WORK TO BE COMPLETED: Every entry must appear in the output exactly as it does here.

Dataset entries:
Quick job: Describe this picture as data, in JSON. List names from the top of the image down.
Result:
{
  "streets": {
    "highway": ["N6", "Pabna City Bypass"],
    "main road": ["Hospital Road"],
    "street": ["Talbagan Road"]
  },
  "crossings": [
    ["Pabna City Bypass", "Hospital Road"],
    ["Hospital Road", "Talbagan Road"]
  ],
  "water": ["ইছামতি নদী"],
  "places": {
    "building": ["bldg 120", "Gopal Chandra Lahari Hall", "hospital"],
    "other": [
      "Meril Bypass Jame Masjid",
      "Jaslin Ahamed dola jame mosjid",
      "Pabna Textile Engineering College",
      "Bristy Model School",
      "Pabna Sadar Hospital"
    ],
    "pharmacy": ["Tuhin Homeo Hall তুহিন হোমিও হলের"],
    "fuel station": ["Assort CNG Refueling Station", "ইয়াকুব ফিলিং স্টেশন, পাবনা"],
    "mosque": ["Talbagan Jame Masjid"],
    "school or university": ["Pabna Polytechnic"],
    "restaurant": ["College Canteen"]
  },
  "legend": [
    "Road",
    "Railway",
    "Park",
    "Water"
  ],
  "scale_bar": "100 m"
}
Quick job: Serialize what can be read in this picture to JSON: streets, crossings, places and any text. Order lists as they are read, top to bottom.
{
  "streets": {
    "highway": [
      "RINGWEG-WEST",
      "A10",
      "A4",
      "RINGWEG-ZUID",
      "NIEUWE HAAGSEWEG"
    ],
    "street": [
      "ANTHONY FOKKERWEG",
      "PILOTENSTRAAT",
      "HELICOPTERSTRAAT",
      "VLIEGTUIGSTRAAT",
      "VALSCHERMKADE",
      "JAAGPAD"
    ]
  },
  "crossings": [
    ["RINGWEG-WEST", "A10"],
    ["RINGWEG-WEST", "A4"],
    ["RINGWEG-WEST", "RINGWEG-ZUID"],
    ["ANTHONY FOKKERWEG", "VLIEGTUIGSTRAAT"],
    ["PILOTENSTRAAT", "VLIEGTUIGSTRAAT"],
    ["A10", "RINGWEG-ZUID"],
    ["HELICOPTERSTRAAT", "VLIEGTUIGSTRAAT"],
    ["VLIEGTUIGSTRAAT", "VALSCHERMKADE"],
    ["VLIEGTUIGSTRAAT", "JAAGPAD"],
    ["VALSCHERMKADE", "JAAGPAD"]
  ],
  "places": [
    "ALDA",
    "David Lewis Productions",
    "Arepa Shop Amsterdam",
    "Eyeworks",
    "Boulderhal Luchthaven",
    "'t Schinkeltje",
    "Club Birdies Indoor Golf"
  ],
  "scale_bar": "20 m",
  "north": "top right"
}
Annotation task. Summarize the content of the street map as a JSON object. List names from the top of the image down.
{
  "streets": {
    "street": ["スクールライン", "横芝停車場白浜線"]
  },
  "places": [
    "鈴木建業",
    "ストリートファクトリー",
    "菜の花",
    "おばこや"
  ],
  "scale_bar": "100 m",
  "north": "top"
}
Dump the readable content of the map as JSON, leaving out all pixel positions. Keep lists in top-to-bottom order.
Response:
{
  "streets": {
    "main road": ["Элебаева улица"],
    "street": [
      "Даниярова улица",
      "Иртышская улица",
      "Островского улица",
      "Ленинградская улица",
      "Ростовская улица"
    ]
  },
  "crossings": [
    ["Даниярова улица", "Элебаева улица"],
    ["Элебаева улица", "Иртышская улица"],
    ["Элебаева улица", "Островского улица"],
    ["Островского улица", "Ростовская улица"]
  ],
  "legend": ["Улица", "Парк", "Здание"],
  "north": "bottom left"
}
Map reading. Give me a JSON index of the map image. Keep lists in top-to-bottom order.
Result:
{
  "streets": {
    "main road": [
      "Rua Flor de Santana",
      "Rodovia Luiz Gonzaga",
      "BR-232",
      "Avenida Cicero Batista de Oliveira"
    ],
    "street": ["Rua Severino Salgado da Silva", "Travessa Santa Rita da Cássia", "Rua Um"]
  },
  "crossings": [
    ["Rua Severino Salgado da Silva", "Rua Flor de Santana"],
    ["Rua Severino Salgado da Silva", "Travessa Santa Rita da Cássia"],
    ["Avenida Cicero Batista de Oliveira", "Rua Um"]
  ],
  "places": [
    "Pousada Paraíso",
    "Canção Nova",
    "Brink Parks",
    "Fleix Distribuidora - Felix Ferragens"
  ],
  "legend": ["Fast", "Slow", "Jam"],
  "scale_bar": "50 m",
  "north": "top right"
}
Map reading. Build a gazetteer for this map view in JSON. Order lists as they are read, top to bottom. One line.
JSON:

YOUR SOLUTION:
Quick job: Describe this picture as data, in JSON. List names from the top of the image down.
Result:
{
  "streets": {
    "highway": ["N6", "Pabna City Bypass"],
    "main road": ["Hospital Road"],
    "street": ["Talbagan Road"]
  },
  "crossings": [
    ["Pabna City Bypass", "Hospital Road"],
    ["Hospital Road", "Talbagan Road"]
  ],
  "water": ["ইছামতি নদী"],
  "places": {
    "building": ["bldg 120", "Gopal Chandra Lahari Hall", "hospital"],
    "other": [
      "Meril Bypass Jame Masjid",
      "Jaslin Ahamed dola jame mosjid",
      "Pabna Textile Engineering College",
      "Bristy Model School",
      "Pabna Sadar Hospital"
    ],
    "pharmacy": ["Tuhin Homeo Hall তুহিন হোমিও হলের"],
    "fuel station": ["Assort CNG Refueling Station", "ইয়াকুব ফিলিং স্টেশন, পাবনা"],
    "mosque": ["Talbagan Jame Masjid"],
    "school or university": ["Pabna Polytechnic"],
    "restaurant": ["College Canteen"]
  },
  "legend": [
    "Road",
    "Railway",
    "Park",
    "Water"
  ],
  "scale_bar": "100 m"
}
Quick job: Serialize what can be read in this picture to JSON: streets, crossings, places and any text. Order lists as they are read, top to bottom.
{
  "streets": {
    "highway": [
      "RINGWEG-WEST",
      "A10",
      "A4",
      "RINGWEG-ZUID",
      "NIEUWE HAAGSEWEG"
    ],
    "street": [
      "ANTHONY FOKKERWEG",
      "PILOTENSTRAAT",
      "HELICOPTERSTRAAT",
      "VLIEGTUIGSTRAAT",
      "VALSCHERMKADE",
      "JAAGPAD"
    ]
  },
  "crossings": [
    ["RINGWEG-WEST", "A10"],
    ["RINGWEG-WEST", "A4"],
    ["RINGWEG-WEST", "RINGWEG-ZUID"],
    ["ANTHONY FOKKERWEG", "VLIEGTUIGSTRAAT"],
    ["PILOTENSTRAAT", "VLIEGTUIGSTRAAT"],
    ["A10", "RINGWEG-ZUID"],
    ["HELICOPTERSTRAAT", "VLIEGTUIGSTRAAT"],
    ["VLIEGTUIGSTRAAT", "VALSCHERMKADE"],
    ["VLIEGTUIGSTRAAT", "JAAGPAD"],
    ["VALSCHERMKADE", "JAAGPAD"]
  ],
  "places": [
    "ALDA",
    "David Lewis Productions",
    "Arepa Shop Amsterdam",
    "Eyeworks",
    "Boulderhal Luchthaven",
    "'t Schinkeltje",
    "Club Birdies Indoor Golf"
  ],
  "scale_bar": "20 m",
  "north": "top right"
}
Annotation task. Summarize the content of the street map as a JSON object. List names from the top of the image down.
{
  "streets": {
    "street": ["スクールライン", "横芝停車場白浜線"]
  },
  "places": [
    "鈴木建業",
    "ストリートファクトリー",
    "菜の花",
    "おばこや"
  ],
  "scale_bar": "100 m",
  "north": "top"
}
Dump the readable content of the map as JSON, leaving out all pixel positions. Keep lists in top-to-bottom order.
Response:
{
  "streets": {
    "main road": ["Элебаева улица"],
    "street": [
      "Даниярова улица",
      "Иртышская улица",
      "Островского улица",
      "Ленинградская улица",
      "Ростовская улица"
    ]
  },
  "crossings": [
    ["Даниярова улица", "Элебаева улица"],
    ["Элебаева улица", "Иртышская улица"],
    ["Элебаева улица", "Островского улица"],
    ["Островского улица", "Ростовская улица"]
  ],
  "legend": ["Улица", "Парк", "Здание"],
  "north": "bottom left"
}
Map reading. Give me a JSON index of the map image. Keep lists in top-to-bottom order.
Result:
{
  "streets": {
    "main road": [
      "Rua Flor de Santana",
      "Rodovia Luiz Gonzaga",
      "BR-232",
      "Avenida Cicero Batista de Oliveira"
    ],
    "street": ["Rua Severino Salgado da Silva", "Travessa Santa Rita da Cássia", "Rua Um"]
  },
  "crossings": [
    ["Rua Severino Salgado da Silva", "Rua Flor de Santana"],
    ["Rua Severino Salgado da Silva", "Travessa Santa Rita da Cássia"],
    ["Avenida Cicero Batista de Oliveira", "Rua Um"]
  ],
  "places": [
    "Pousada Paraíso",
    "Canção Nova",
    "Brink Parks",
    "Fleix Distribuidora - Felix Ferragens"
  ],
  "legend": ["Fast", "Slow", "Jam"],
  "scale_bar": "50 m",
  "north": "top right"
}
Map reading. Build a gazetteer for this map view in JSON. Order lists as they are read, top to bottom. One line.
JSON:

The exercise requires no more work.